The other cases cited by appellant may be distinguished and hence are not persuasive. Under the facts in Coxe the execution defendant could not have been misled. McGovern involved a sale advertised to be conducted at a specific hour, a wholly different situation. In Commercial Bank of Utah no question was raised as to the effect of a custom. In Gower there was a fact question as to whether the sale had commenced before the statutory hour.
Appellant makes a second point that the sale prices were not inadequate. While they were not so grossly inadequate as to shock the judicial conscience and to be presumptive evidence of fraud so as to warrant the setting aside of the sales on that ground alone, they were inadequate. The recognized test of inadequacy, in the absence of statute, is the price received in comparison with what the property would bring at a fair sheriff's sale. 33 C.J.S. Executions § 233, p. 493. The evidence amply shows that at a fair sale, even though a forced sale, these properties would have brought far in excess of the amounts for which they were struck down. The vacation of the sales is not sought here on the ground of inadequacy alone. In addition to inadequacy of price there are the additional factors of irregularity, surprise, and unfairness. A sale should be set aside where, in addition to inadequacy of price, there are additional factors which have resulted in injury to interested parties. See West v. Axtell, 17 S.W.2d loc. cit. 335, supra, and cases cited. 50 C.J.S. Judicial Sales § 28b; 30A, Am.Jur., Judicial Sales, § 253.
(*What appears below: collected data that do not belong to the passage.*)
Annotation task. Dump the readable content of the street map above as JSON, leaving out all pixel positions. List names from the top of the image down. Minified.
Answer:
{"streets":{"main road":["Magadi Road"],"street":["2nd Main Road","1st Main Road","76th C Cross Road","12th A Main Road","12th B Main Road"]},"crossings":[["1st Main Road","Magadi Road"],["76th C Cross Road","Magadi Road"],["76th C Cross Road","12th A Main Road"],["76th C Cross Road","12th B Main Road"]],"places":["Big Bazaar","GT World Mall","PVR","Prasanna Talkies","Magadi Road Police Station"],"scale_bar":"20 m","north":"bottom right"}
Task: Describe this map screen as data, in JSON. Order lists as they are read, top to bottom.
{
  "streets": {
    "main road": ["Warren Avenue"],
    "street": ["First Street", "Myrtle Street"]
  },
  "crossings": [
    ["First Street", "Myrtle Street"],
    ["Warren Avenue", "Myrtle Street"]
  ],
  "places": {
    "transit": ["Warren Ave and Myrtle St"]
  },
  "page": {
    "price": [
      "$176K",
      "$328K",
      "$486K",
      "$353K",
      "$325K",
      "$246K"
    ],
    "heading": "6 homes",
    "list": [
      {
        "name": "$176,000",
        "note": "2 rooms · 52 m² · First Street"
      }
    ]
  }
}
The court out of which the instant execution issued found that the sales were made at an unusual hour, and that to allow them to stand would result "in rank injustice." In good conscience and in the interests of justice it cannot be said that the trial court abused its discretion in not permitting these sales to stand. On the contrary, the trial court wisely exercised a sound judicial discretion in setting aside the sales. As the trial judge suggested in his memorandum, "endless confusion would result" if the sheriff were permitted to cry sales at any time between the hours of nine o'clock and five o'clock in the afternoon, in contravention of the local custom to hold execution sales at twelve o'clock noon.
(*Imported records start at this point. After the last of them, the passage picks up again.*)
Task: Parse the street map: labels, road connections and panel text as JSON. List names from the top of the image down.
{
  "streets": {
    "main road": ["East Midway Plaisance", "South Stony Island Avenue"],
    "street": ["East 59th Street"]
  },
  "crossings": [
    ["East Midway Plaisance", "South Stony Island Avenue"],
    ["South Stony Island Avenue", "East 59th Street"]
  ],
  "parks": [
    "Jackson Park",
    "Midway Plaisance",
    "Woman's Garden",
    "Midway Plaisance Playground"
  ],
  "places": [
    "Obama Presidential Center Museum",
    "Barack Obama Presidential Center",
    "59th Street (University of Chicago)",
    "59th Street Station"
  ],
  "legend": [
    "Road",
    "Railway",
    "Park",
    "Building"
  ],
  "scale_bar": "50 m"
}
For the reasons given the order and judgment of the trial court sustaining the motions to set aside and overruling plaintiff's motion for new trial should be affirmed, and the Commissioner so recommends.
The foregoing opinion of HOUSER, C., is adopted as the opinion of the court.
The order and judgment of the trial court sustaining the motions to set aside and overruling plaintiff's motion for new trial are, accordingly, affirmed.
RUDDY, P. J., WOLFE, J., and JOHN K. REGAN, Special Judge, concur.